Advice for B2B Firms in Volatile Economic Times
The on-again-off-again trade war and tariffs on foreign goods coming into the United States are not only sending shockwaves throughout the stock market. Socio-economic events once considered unlikely are roiling B2B buyer behavior, making traditional go-to-market processes obsolete, according to a new report from Forrester Research.
“B2B marketing, sales, product, and customer leaders face turbulent global markets, geopolitical and social upheaval, and technology disruption, and the sudden advent of systemic risk events are leading to constant volatility,” according to the research firm. “The constant volatility has upended carefully crafted strategies, budgets, and priorities and has left B2B leaders feeling unsure and overwhelmed but creates new opportunities for growth.”
While B2B leaders have always been expected to help their companies grow and become more profitable, now they have to do so in a volatile economic and geopolitical climate, the report says. “It will be challenging to resist reactive decisions (e.g., cost cutting) that are likely to disrupt the delicate balance between short-term [growth] and sustainable, long-term growth. Successful leaders will stay focused on creating buyer value through a revenue process transformation.
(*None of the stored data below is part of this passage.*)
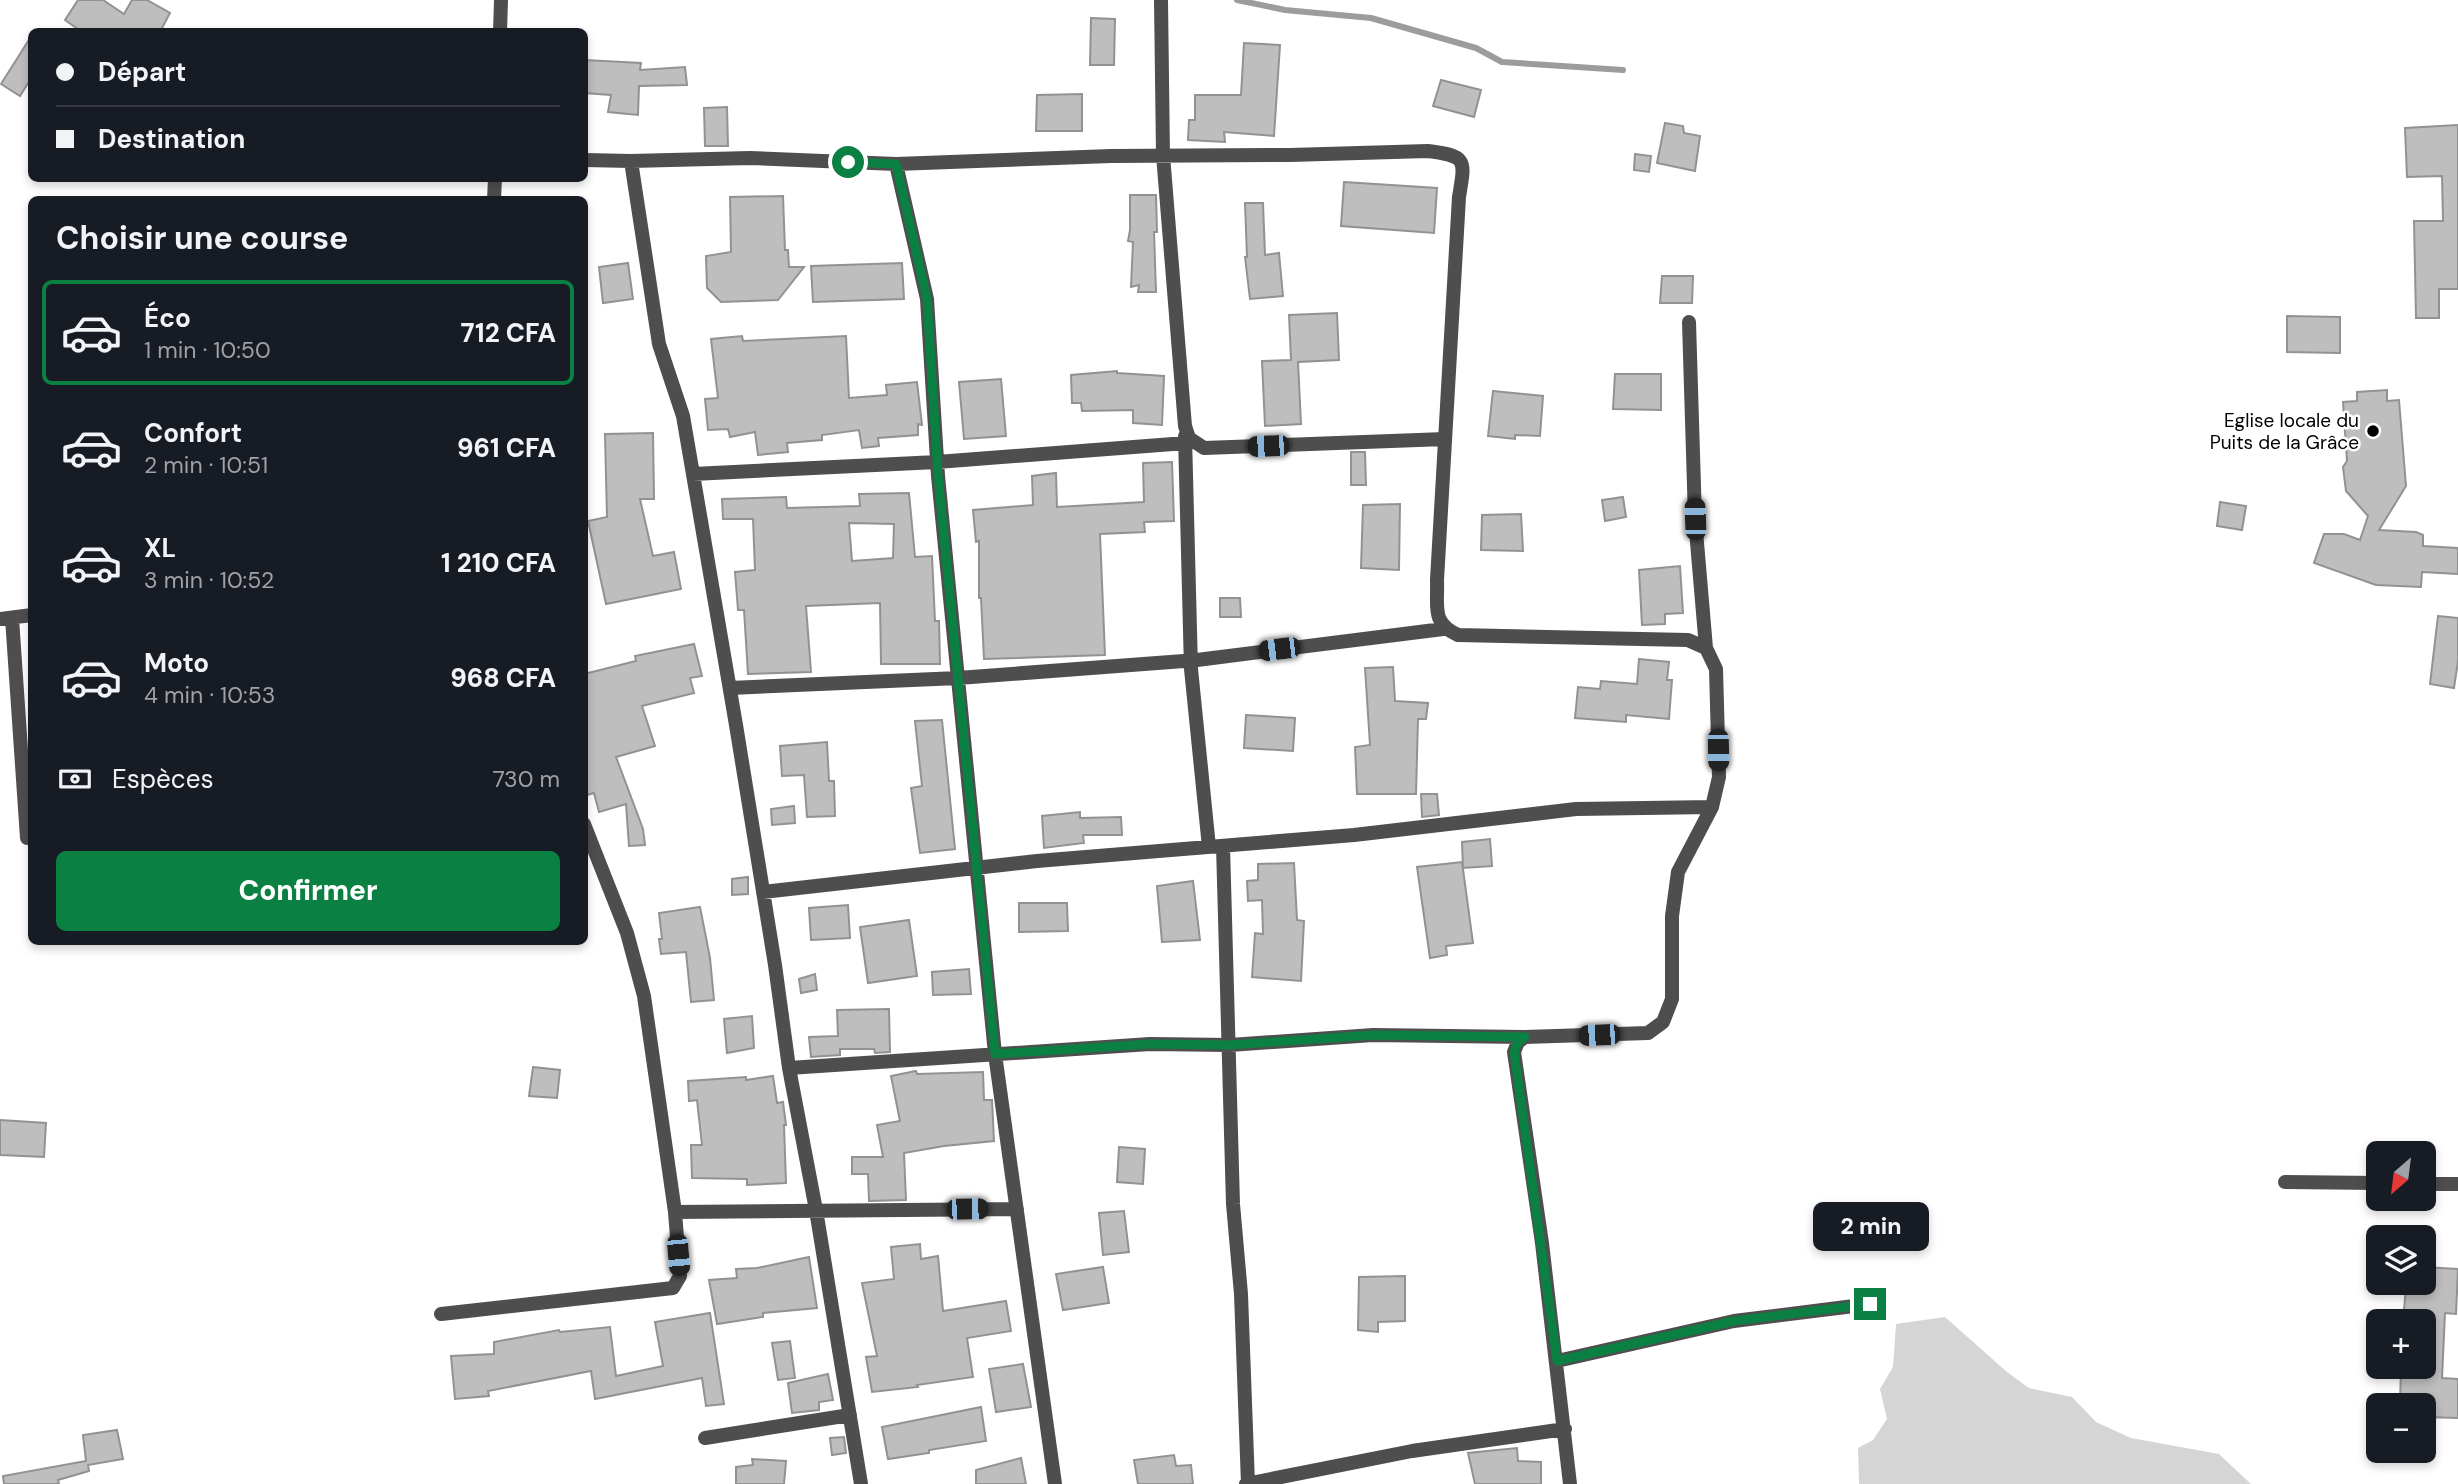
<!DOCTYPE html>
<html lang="fr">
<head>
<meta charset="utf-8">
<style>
	:root { --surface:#171b24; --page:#242831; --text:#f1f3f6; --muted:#9ea1a6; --line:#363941; --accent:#0b8043 }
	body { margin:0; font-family:"DM Sans",sans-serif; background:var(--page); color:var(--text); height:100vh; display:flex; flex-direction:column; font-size:26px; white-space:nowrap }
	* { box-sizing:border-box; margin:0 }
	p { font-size:23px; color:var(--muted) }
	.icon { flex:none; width:38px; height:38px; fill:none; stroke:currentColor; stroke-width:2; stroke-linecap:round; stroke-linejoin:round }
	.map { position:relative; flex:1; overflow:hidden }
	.details { position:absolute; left:28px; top:196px; width:560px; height:749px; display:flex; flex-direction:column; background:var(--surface); border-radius:10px; box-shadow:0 4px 10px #0003 }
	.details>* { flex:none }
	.top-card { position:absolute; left:28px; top:28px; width:560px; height:154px; border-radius:10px; box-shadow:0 4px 10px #0003; display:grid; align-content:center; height:154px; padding:0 28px; background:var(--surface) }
	.needle { width:46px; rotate:208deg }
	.tools { position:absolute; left:2366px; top:1141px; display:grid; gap:14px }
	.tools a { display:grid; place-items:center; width:70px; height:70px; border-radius:10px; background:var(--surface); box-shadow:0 4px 10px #0003; font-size:35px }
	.end { position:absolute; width:32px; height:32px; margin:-16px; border:9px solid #0b8043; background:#fff; box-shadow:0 0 0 4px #fff }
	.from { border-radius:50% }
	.bubble { position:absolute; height:49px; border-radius:10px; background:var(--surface); box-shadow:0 4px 10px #0003; font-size:23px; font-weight:800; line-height:49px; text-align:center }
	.car { position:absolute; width:21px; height:42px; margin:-21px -10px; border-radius:9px; box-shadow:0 0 5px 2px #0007; background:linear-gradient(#222 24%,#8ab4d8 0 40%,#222 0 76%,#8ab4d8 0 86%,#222 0) }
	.top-card b { display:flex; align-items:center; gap:24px; height:66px; font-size:26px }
	.top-card b+b { border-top:2px solid var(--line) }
	.top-card i { width:18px; height:18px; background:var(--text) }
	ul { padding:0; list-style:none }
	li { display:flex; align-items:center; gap:21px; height:105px; margin:0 14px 10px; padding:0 14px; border:4px solid transparent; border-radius:10px }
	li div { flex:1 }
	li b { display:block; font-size:26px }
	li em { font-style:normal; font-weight:800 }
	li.selected { border-color:var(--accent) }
	li>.icon { width:63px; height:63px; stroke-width:1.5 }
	h2 { padding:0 28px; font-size:32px; line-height:84px }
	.pay { display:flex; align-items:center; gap:18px; height:77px; padding:0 28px; font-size:26px }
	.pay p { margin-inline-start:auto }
	.primary-button { display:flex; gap:14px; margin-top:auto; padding:14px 28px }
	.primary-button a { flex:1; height:80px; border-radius:10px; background:var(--accent); color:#fff; font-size:28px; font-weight:800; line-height:80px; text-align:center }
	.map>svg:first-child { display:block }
</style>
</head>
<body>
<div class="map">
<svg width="2458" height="1484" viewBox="0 0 2458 1484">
	<rect width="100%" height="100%" fill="#fff"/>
	<path fill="#d5d5d5" d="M1945,1317L2007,1372L2029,1388L2072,1397L2096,1422L2131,1438L2219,1454L2251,1484H1859L1858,1448L1873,1440L1887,1419L1880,1389L1893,1367L1896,1324Z"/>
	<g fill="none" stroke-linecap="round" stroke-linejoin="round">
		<path stroke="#9c9c9c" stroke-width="6" d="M1237,0L1285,10L1371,18L1476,48L1502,62L1623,70"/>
	</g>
	<path fill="#bebebe" stroke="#929292" stroke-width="2" fill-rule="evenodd" d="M78,0H103L124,14L132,0H147L170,13L160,32H82L65,20Z
		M1091,18L1115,19L1114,65H1090Z
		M32,35V77L20,96L1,84Z
		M1244,43L1280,45L1274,136L1224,132L1225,142L1188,140L1189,120H1195V95H1241Z
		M584,60L641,63L640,70L685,67L687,85L639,86L638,115L608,112L611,95L584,93Z
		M1441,80L1481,90L1474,117L1433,106Z
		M1082,94V131H1036L1037,95Z
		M727,107L728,146H705L704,108Z
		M1665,123L1683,126L1684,133L1700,136L1695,171L1657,163Z
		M2458,125V289H2439V318H2416L2414,221H2443L2442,176L2407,177L2405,128Z
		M1635,154L1651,156L1649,172L1634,170Z
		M1344,182L1437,188L1434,233L1341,226Z
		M1130,195H1156L1157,232H1154L1156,292H1138L1139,285L1131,287L1133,242L1128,241L1130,230Z
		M783,196L785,250H788L789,267H804L778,300L721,302L707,288L706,256L731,252L730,197Z
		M1245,203H1263L1265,255L1279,253L1283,296L1250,299L1245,257H1247Z
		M628,263L633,299L603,303L599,267Z
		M902,263L904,299L813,302L811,266Z
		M1662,276H1693L1692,303H1660Z
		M1337,313L1339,360L1298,362L1301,424L1265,426L1262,361L1291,360L1289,315Z
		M2287,316L2340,317V353L2287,352Z
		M742,336L743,341L846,336L849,398L887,395L886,385L917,382L922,425L918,424V435L878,438L879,446L862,448L859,430L822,435V440L787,443L788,452L758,455L755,432L730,437L728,429L708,430L705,399L718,398L711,339Z
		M1117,371V373L1164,376L1162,425L1133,423V410L1082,411L1081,403H1072L1071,375Z
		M1615,374H1661V410L1613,409Z
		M1001,379L1006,436L964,439L959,382Z
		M2387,390V401L2399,400L2406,486L2379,530L2416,532L2423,535V546L2458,548V574L2422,572L2421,587L2376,585L2314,563L2324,534H2344L2360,540L2368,516L2346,491L2343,467L2347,461L2343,402L2357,401V392Z
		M1493,391L1543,396L1540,436L1515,435V439L1488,436Z
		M653,433L654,499H640L653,556L674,552L681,589L606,604L588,521L607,517L605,434Z
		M1351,452H1365L1366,485H1351Z
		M1172,462L1174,521L1144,522L1145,532L1100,534L1105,655L984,659L981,598H979V541L976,542L973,510L1033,505L1032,476L1056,473L1057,507L1144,502L1143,463Z
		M909,493L915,557L932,556L935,621H939L940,664H881L880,603L806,606L811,672L748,674L744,610H738L735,572L755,570L753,519H723L722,499L786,497L787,508L860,506L859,494ZM849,523L894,524L893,558L852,561Z
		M1623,497L1626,517L1605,521L1602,500Z
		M2220,502L2246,506L2242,530L2217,526Z
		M1400,504L1399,570L1361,568L1363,505Z
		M1521,514L1523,551L1481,550L1482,515Z
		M1680,566L1683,613L1665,614V624L1642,625L1639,570Z
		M1220,598H1240L1241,617H1220Z
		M2438,616L2458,618V661L2454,688L2430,684Z
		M694,644L702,676L690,678L694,693L642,706L655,746L616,757L643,829L645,845L629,846L626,804L599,812L594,793L584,796V674L636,661L635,656Z
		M1639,659L1669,662L1667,680H1672L1669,719L1626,715V722L1575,718L1578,687L1600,689L1601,681L1637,684Z
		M1393,667L1395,701L1428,703L1426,719H1418L1416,794H1357L1355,747L1370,745L1365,668Z
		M1246,715L1295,718L1293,751L1244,748Z
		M942,720L955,849L920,853L911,788L922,786L915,721Z
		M827,742L829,781H834L835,816L807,817L804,775L782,776L780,746Z
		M1421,794H1437L1439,815L1422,817Z
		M794,806L795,823L772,825L771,809Z
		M1080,812V818L1121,817L1122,835H1083L1084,843L1044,848L1042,816Z
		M1490,839L1492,866L1463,868L1462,842Z
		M1462,862L1473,943L1446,946L1447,955L1430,958L1417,867Z
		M1294,863L1297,920L1304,921L1301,981L1252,977L1255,933L1263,934L1262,900L1248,901L1247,881L1258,880V864Z
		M748,877V894L732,895V879Z
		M1193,881L1200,940L1162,942L1157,886Z
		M1019,903H1067L1068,931L1019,932Z
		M848,905L850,938L811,940L809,908Z
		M700,907L710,958L714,1000L691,1002L686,952L661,954L659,939H662L659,913Z
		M909,920L917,976L868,983L860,927Z
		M969,969L971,994L933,995L932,972Z
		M815,974L817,990L801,993L799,979Z
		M889,1009L890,1052L875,1053L874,1049H840V1055L811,1057L809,1037L838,1036L837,1010Z
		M752,1016L754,1048L727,1053L724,1019Z
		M533,1067L560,1070L557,1098L529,1096Z
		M916,1071L917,1074L983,1072L984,1100H992L994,1141L944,1146L904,1153L906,1200L869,1201L868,1174H852V1157H883L877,1125L900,1121L891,1076Z
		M773,1076L777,1103L783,1102L786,1125H784L786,1183L747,1185V1179L692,1178L691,1145H702L697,1100L689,1101L688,1081L746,1077V1080Z
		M0,1120L46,1123L44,1157L0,1155Z
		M1119,1147L1145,1149L1143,1184L1117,1182Z
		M1124,1211L1129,1252L1103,1255L1099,1213Z
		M920,1244L921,1259L938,1256L943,1311L1006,1301L1011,1331L967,1338L973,1377L917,1385L918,1387L872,1392L866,1357L877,1356L862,1283L894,1279L891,1247Z
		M809,1257L817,1308L763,1313V1317L717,1324L709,1280L737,1278L736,1269L757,1268Z
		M1103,1267L1109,1303L1063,1310L1056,1274Z
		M2424,1267L2458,1269L2456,1314L2445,1313L2442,1378L2458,1379V1418L2424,1417V1405L2400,1403L2401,1367H2424V1312L2404,1310L2406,1287L2421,1289V1283H2424Z
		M1405,1276V1321L1378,1322V1332L1358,1330L1359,1277Z
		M710,1313L724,1404L706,1406L702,1378L595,1399L591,1371L488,1391L489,1396L455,1399L451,1356L494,1354V1342L559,1330L560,1332L610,1327L616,1376L663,1366L655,1322Z
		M790,1341L795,1378L778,1380L772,1343Z
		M1023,1364L1031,1407L996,1412L989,1369Z
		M828,1374L833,1400L819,1402V1410L792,1413L788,1383Z
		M981,1407L986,1441L929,1450V1453L888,1459L882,1427Z
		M117,1430L123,1459L88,1465L89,1471L58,1480L59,1484H4L3,1476L86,1461L83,1435Z
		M844,1437L846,1453L832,1455L830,1438Z
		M1517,1448L1518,1461L1541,1462V1484H1475L1468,1453Z
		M1174,1455L1176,1466L1191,1465L1193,1484H1138L1134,1460Z
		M1021,1458L1026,1484H976V1470Z
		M752,1459L786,1461L784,1484H736V1467L753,1465Z"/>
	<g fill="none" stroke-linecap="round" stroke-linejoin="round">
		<path stroke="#4e4e4e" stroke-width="14" d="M1161,0L1163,155L1185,426L1189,438L1204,448L1445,439
			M500,32L501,0
			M584,160L631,161L659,344L683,416L736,725L775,965L789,1068L816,1210L861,1484
			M631,161L750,158L896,164L1111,156L1290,155L1428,151C1468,156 1465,160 1459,197L1437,580C1438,607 1431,623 1458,635L1688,640L1706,648L1716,669L1719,777L1712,807L1678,872L1672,916V999L1663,1022L1648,1033L1525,1037L1518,1042L1514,1052L1542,1243L1570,1484
			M896,164L927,299L938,476L995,1054L1055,1484
			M494,200L495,178
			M1689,322L1695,519L1706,648
			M1185,436L1191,669L1209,847
			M693,474L937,462L1186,443
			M12,618L27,838L32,837
			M0,619L32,615
			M730,688L958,678L1197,660L1443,629
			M1223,846L1233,1204L1241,1294L1248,1484
			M763,892L1037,861L1354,835L1576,809L1712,807
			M789,1068L1150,1044L1230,1045L1373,1035L1525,1037
			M2285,1182L2378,1183
			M2424,1184H2458
			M675,1212L1017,1209
			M441,1314L673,1288L680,1276L675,1212L644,996L627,933L584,824
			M1557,1361L1734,1321L1870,1304
			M705,1438L850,1415
			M1246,1484L1412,1451L1565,1429"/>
	</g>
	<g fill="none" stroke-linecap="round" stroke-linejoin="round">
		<path stroke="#0b8043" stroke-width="9" d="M848,162L896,164L927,299L938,476L995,1054L1150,1044L1230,1045L1373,1035L1525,1037L1518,1042L1514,1052L1557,1361L1734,1321L1870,1304"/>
	</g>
	<circle fill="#000" stroke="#fff" stroke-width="2.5" cx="2373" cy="431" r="7"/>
	<g text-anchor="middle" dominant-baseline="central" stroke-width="5" stroke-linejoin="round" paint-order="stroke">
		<g font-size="19" fill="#000" stroke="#fff" text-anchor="end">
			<text x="2359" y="420">Eglise locale du<tspan x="2359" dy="22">Puits de la Grâce</tspan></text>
		</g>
	</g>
</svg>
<div class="tools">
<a><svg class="needle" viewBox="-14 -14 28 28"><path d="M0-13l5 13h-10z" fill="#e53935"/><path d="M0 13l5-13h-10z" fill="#9ea1a6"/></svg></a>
<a><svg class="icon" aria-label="layers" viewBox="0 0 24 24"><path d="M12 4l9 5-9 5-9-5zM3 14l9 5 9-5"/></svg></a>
<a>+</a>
<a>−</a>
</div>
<i class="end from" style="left:848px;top:162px"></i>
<i class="end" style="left:1870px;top:1304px"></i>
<div class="bubble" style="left:1813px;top:1202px;width:116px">2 min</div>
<i class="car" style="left:1268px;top:446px;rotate:268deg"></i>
<i class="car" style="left:1695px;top:519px;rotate:358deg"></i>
<i class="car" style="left:1279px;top:649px;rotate:263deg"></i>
<i class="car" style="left:1718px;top:750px;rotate:179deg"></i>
<i class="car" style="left:1599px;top:1035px;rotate:268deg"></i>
<i class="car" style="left:967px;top:1209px;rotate:89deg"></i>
<i class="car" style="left:678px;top:1255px;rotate:175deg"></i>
<div class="top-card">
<b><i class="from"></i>Départ</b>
<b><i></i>Destination</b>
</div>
<section class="details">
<h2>Choisir une course</h2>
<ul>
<li class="selected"><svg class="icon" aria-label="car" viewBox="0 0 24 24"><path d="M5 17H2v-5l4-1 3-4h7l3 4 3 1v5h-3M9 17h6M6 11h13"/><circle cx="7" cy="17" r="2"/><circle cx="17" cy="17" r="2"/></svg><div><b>Éco</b><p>1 min · 10:50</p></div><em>712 CFA</em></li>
<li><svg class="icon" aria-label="car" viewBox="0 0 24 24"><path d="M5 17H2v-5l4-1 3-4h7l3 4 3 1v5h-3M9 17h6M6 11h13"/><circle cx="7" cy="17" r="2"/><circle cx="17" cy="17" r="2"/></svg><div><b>Confort</b><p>2 min · 10:51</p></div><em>961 CFA</em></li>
<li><svg class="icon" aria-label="car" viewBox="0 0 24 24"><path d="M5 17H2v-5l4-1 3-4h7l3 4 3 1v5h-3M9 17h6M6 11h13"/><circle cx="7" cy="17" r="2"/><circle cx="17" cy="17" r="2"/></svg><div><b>XL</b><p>3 min · 10:52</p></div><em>1 210 CFA</em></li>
<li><svg class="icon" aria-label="car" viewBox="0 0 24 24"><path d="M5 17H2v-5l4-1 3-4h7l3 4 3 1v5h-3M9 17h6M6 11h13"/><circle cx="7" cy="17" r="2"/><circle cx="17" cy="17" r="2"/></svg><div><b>Moto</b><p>4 min · 10:53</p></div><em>968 CFA</em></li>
</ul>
<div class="pay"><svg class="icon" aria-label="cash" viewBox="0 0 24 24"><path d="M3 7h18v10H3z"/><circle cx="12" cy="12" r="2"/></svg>Espèces<p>730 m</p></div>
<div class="primary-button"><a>Confirmer</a></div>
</section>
</div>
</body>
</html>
“It’s time to improve focus, optimize resources, commit to deliberate change leadership, and embrace enterprise risk management,” the research firm says. So B2B companies need to ruthlessly prioritize target market segments. While budgets tend to tighten in times of high volatility, focusing instead on target markets enables companies to optimize ROI, improve buyer focus, and drive stronger organization discipline, Forrester stresses.
Forrester recommends that companies create profiles of their ideal customers while also assessing the potential impact from market volatility across geographies, industries, and customers.
Best Practices
Other recommendations include the following:
- Leverage new and existing partnerships.
- Eliminate redundant technology as part of a larger effort to trim nonstrategic operating costs. The technology stacks at many B2B firms have grown unwieldy, with 80 percent of IT decision makers saying in the Forrester Q2 2024 Tech Pulse Survey that they have moderate to extensive tech sprawl.
- Double down on customer insights. During periods of high volatility, customer obsession is a necessity, not just a nice-to-have. Ensure that frontline, customer-facing functions prioritize listening and proactively share insights in near real time. This will help identify processes that cause customer friction and drive improvements.
- Stay one step ahead with scenario planning. Companies that are prepared are more ready to act when the situation warrants, so companies should develop cross-functional, what-if contingency plans across the full scope of people, processes, and technology.
- Change the pace of decision making and delegate more to front-line leaders. In volatile times, traditional annual plans and decision-making policies don’t work. Speed and adaptability are essential. Decisions need to be made in near real time.
- Keep data requirements front and center. Even though the political and socio-economic climate might be volatile, regulators and legal teams will still pay attention to compliance requirements. Companies will still need to closely scrutinize their data governance policies and how well they are adhering to them to ensure that nothing has fallen by the wayside. “Make compliance failures part of scenario and contingency planning.”
- Ruthlessly prioritize target market segments. Marketing, sales, product, and customer functions are the most heavily invested areas in B2B organizations, with marketing having the largest allocation of nonpersonnel budget. When faced with high volatility, leaders should anticipate budget tightening and ruthlessly prioritize target market segments to drive greater cost optimization, improve buyer focus, and foster stronger organizational discipline.
- Balance your focus on process and people. Too many organizations over-focus on processes when making changes. But organizational change requires changes to human behavior in the organization as well, Forrester says. “Don’t make the mistake of believing that highly productive people who steer your ship aren’t also burning out. People can both be burning out and be highly engaged. Encourage your people to improve their mental and physical well-being, which will lead to better outcomes for your business.”
- Make continuous learning part of the organizational culture. Organizations that survive and thrive in volatile times do so by cultivating a culture of continuous learning, enabling teams to adapt quickly as new technologies and business challenges emerge.
Taking these key actions will enable leaders to overcome and thrive in the chaos, Forrester concludes in the report.